Because costs across the board are outpacing wage growth, it only makes sense that Americans are struggling to make ends meet. This is why targeting affordability, not just in terms of property acquisition but in terms of living in a market, matters for investors. The more unaffordable a market becomes, the fewer people can afford to stay long-term. It’s simply not sustainable. With that said, the cost of living compared to wage growth is more favorable in some markets than others. It’s a metric that real estate investors would do well to pay attention to.
Median home values
While the indicators thus far have been more related to the economy than to real estate, home values matter, too. Real estate investors—particularly buy-and-hold investors—benefit from their investment in more ways than they realize. Cash flow is only a part of the equation. Median home values and their trends over time can help investors know what to expect in terms of property appreciation.
5. A support structure
As important as a market’s economy, affordability, and stability are, they pale in comparison to an investor’s support structure. Your numbers can check out. The investment can really and truly be solid. You can have all of the pieces in place. But if you don’t have the proper support system, you can still fail.
Out-of-state investors cannot neglect this. They, even more than local investors, need to have a quality, reliable team in place for property management and maintenance. You need a team that can address resident concerns and property issues swiftly and empathetically. So many real estate investors compromise on management in the hopes that it will save them money and make their cash flow look better.
While on paper it may be that way, you suffer without the right structure.
Hiring the right team
An experienced, diligent team of professionals that can help you identify the right properties (at the right prices), invest in the right markets, and manage the properties you have is priceless. This support structure is more than just a management team.

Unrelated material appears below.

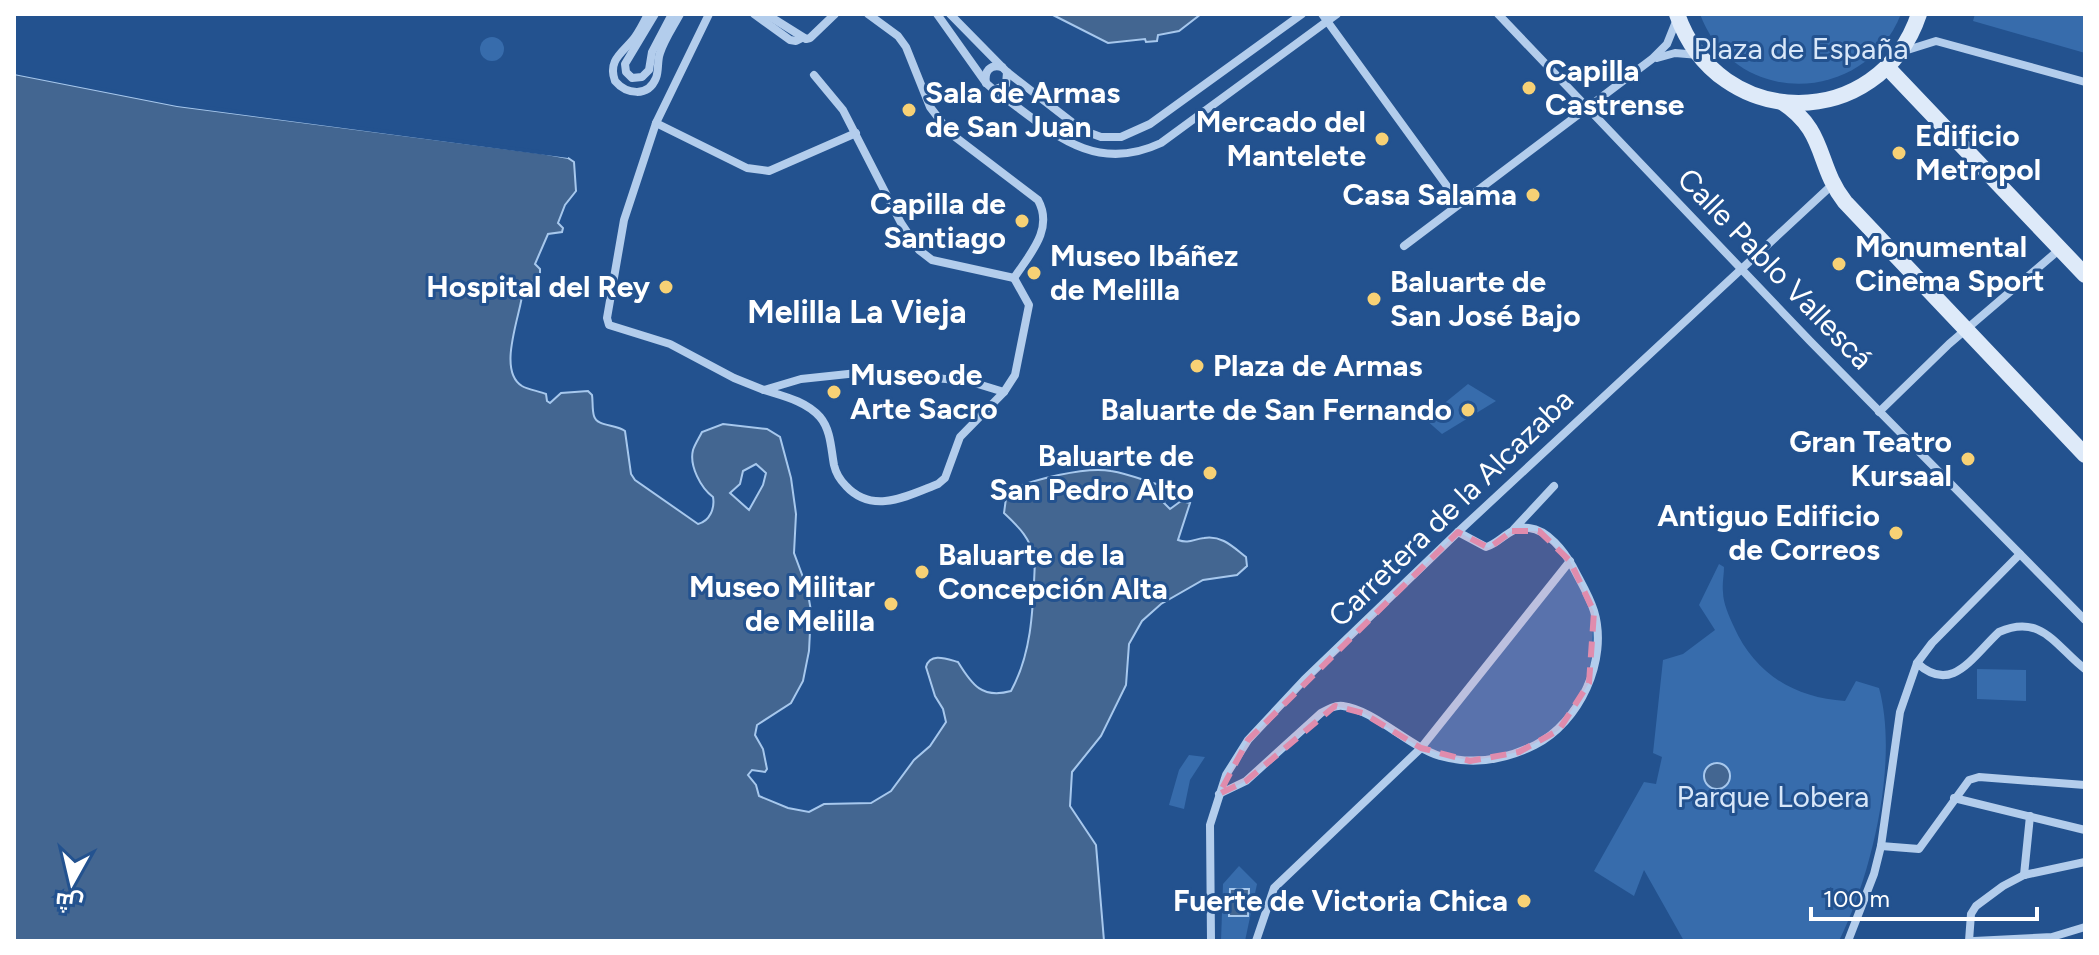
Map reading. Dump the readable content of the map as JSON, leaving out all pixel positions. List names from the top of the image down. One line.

Many out-of-state investors choose to go with a turnkey company. Even then, a turnkey company—people who should help you preserve your capital through diligent advice, maintenance, and management—can further your support structure by connecting with trusted lenders and local vendors. This ensures that you’re getting the best financing and the best job done on behalf of your property.
At least, that’s how it should be.
Before you invest out of state and start looking at numbers and market indicators, look for the right partner to turn your investments into long-term, lasting wealth.